In the Sorrowful Mysteries we stand beneath the Cross of Jesus, coming face to face with the truth of his insistence that the Christ must suffer and die. No matter that we long to cry out, if only we had been there; we still encounter the reality of our human position and the truth that is Our Lord's. We sense the sword piercing the heart of his Mother, and pray that it may open our whole being to the agony and the power that the infinite love of Jesus in his Passion chose and endured for us.

Jesus' Agony in the Garden of Gethsemane

Jesus struggles in Gethsemane to be totally obedient to the will of his Father even as darkness wraps around him. The truth of Christ who is without sin shines forth in that hour. In the agony of becoming sin for us, in his terror and anguish, his sweat falls to the ground like drops of blood.

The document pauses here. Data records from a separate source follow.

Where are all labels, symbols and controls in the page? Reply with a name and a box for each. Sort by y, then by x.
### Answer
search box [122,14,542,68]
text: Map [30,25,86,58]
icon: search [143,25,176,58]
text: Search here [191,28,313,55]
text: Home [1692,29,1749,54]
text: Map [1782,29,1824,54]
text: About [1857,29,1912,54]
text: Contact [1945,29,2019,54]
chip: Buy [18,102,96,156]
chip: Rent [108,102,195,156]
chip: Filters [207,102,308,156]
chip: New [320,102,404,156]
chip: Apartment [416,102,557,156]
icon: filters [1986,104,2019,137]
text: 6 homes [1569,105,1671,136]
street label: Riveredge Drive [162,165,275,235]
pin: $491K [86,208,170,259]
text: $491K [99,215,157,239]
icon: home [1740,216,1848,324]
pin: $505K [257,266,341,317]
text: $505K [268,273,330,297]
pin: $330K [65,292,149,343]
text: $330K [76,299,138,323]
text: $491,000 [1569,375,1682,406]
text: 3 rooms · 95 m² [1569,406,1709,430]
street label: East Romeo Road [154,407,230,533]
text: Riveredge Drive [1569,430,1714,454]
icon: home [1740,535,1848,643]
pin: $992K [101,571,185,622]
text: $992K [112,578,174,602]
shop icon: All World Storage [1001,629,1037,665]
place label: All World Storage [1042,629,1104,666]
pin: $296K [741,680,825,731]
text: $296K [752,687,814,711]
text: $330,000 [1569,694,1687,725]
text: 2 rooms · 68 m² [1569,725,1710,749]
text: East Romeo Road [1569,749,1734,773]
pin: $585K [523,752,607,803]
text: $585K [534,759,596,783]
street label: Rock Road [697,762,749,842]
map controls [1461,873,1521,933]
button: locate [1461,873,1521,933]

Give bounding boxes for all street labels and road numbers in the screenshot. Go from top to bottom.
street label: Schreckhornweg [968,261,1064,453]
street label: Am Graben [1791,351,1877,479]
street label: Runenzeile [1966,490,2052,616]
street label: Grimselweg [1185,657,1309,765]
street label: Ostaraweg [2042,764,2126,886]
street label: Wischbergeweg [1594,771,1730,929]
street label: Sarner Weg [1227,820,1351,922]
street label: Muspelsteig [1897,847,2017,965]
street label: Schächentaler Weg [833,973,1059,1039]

Dark Gethsemane is the scene of our compassionate surrender to the moment when our Savior chose to do the will of the Father, to suffer, to give his life for us. We are redeemed—and at a price.

Jesus Is Scourged

Jesus' scourging at the hands of the Roman soldiers is routine business for them. For Mary and for us too, the scene brings the terrible experience of seeing one whom we love dearly suffer brutal, unjust punishment. Before Jesus' suffering we become truly contrite, for it is the result of our sinning. Before his pain we feel the power of the infinite love that is far stronger than our guilt, and we turn away from sinful ways.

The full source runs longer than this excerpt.